● PROBLEM
Give the count of lines below that include the word "halo", and say nothing else.

● TASK MATERIAL
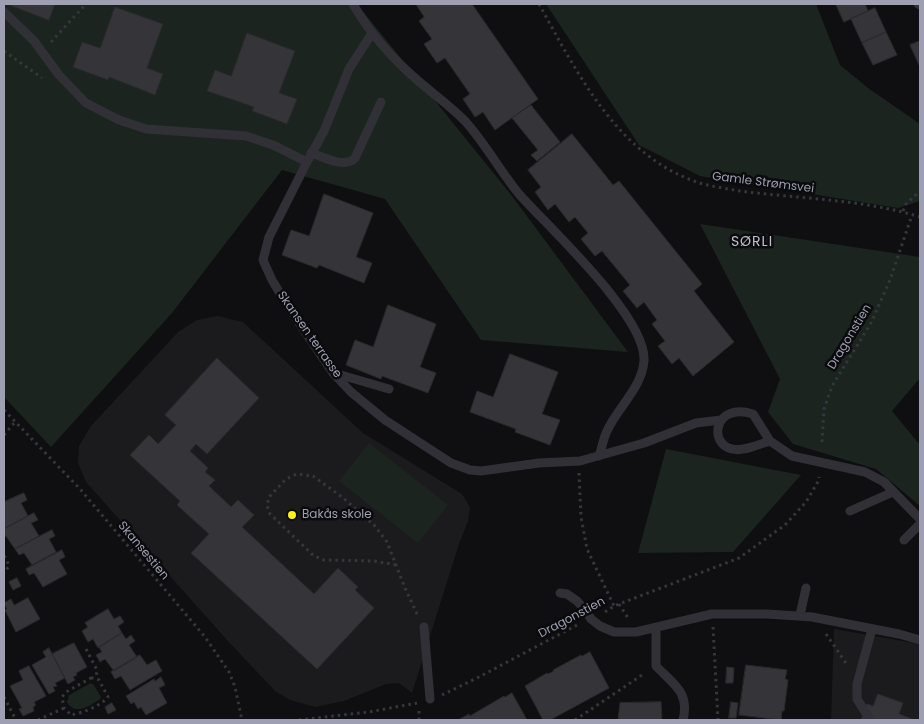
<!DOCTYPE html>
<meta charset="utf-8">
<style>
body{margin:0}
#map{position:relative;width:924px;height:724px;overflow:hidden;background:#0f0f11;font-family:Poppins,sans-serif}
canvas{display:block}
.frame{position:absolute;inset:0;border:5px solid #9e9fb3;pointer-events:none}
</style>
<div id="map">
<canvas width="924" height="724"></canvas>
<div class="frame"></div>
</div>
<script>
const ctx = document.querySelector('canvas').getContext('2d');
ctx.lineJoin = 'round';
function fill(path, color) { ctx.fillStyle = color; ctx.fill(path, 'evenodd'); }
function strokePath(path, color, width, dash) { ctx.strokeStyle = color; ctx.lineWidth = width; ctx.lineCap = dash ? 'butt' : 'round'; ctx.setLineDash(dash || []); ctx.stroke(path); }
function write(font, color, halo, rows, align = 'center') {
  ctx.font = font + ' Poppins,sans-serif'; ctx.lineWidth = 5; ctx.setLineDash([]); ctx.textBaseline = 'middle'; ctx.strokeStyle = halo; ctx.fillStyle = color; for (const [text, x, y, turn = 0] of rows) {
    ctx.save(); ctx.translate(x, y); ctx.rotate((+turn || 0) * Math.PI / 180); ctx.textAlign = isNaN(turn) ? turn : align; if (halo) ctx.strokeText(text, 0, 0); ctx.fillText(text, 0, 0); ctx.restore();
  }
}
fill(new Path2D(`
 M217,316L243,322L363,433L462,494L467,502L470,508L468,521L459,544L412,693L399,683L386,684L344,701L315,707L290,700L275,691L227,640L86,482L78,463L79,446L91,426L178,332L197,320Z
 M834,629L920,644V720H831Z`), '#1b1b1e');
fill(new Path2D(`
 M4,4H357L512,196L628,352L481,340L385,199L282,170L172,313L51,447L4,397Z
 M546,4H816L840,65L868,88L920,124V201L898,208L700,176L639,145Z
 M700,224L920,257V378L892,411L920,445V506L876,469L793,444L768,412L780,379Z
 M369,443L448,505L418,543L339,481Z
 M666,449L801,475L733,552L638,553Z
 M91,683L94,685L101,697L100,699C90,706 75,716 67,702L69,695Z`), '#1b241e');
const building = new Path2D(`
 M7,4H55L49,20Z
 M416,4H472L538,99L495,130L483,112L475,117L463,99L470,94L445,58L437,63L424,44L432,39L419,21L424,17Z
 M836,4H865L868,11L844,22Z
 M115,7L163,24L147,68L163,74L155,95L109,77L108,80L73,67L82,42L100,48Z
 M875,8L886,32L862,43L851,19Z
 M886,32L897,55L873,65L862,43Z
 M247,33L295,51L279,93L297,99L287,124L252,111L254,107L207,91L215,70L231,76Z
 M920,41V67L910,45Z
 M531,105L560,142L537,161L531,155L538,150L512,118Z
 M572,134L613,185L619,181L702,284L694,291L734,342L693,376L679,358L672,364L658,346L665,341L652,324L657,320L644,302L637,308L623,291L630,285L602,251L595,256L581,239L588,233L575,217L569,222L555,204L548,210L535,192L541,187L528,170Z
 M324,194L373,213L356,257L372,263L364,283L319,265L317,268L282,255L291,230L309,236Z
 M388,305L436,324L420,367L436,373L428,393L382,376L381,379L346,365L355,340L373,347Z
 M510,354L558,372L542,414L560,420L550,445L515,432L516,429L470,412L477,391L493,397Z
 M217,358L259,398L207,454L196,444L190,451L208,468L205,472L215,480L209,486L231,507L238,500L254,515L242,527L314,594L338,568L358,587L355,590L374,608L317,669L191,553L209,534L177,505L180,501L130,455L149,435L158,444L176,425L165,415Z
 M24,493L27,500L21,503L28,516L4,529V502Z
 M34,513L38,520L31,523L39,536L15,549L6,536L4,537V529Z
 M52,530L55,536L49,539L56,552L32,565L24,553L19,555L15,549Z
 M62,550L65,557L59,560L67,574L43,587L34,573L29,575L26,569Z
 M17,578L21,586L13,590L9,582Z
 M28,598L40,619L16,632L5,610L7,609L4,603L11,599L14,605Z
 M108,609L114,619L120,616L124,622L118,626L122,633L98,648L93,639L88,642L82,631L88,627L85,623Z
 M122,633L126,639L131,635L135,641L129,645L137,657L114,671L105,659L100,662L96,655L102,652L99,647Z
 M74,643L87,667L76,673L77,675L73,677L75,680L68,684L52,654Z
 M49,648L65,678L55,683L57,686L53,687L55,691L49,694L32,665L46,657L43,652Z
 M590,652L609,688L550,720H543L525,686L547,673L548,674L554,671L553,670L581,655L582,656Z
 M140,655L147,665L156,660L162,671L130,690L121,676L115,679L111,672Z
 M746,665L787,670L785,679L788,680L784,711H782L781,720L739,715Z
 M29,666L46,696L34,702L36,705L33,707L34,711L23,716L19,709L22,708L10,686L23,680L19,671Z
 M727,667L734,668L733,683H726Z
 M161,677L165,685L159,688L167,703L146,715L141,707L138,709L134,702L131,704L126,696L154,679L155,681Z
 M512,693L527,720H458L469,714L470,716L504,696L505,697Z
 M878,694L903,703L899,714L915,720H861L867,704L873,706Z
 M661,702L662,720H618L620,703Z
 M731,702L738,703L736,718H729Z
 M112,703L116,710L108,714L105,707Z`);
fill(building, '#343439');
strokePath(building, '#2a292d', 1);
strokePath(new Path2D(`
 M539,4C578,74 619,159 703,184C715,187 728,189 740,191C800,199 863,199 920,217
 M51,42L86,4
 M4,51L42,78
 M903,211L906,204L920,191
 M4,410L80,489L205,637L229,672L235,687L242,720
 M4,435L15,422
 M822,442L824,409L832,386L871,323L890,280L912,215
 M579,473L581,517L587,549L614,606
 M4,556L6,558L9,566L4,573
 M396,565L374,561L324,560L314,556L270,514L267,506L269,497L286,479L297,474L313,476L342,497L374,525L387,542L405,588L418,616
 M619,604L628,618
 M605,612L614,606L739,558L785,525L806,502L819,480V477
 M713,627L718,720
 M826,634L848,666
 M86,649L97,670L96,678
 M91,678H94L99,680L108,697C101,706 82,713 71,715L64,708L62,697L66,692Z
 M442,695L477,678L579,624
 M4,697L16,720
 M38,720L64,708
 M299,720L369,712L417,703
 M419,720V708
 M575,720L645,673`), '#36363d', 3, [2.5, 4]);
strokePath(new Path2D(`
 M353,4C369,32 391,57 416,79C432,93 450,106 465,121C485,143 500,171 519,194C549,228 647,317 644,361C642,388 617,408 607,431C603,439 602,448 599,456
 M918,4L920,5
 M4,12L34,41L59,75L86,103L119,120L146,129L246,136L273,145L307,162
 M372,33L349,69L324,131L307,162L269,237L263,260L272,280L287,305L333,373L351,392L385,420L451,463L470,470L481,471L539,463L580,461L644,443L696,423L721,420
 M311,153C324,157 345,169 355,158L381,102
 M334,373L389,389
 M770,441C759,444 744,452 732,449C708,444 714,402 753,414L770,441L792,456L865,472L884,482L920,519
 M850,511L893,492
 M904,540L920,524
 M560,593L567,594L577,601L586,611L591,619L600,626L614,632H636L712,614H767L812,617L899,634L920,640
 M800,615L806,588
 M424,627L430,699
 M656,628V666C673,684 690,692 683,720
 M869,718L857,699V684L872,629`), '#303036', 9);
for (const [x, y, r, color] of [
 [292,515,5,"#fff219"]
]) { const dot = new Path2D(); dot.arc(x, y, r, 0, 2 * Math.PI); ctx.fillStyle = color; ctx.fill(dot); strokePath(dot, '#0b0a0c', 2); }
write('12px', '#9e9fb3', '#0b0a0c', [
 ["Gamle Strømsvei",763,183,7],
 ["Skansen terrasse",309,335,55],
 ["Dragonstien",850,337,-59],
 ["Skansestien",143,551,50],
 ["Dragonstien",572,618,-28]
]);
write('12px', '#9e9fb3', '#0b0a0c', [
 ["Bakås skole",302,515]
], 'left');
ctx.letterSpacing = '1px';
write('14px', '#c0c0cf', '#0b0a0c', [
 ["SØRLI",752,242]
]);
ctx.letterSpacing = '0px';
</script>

● EXERCISE RESPONSE
3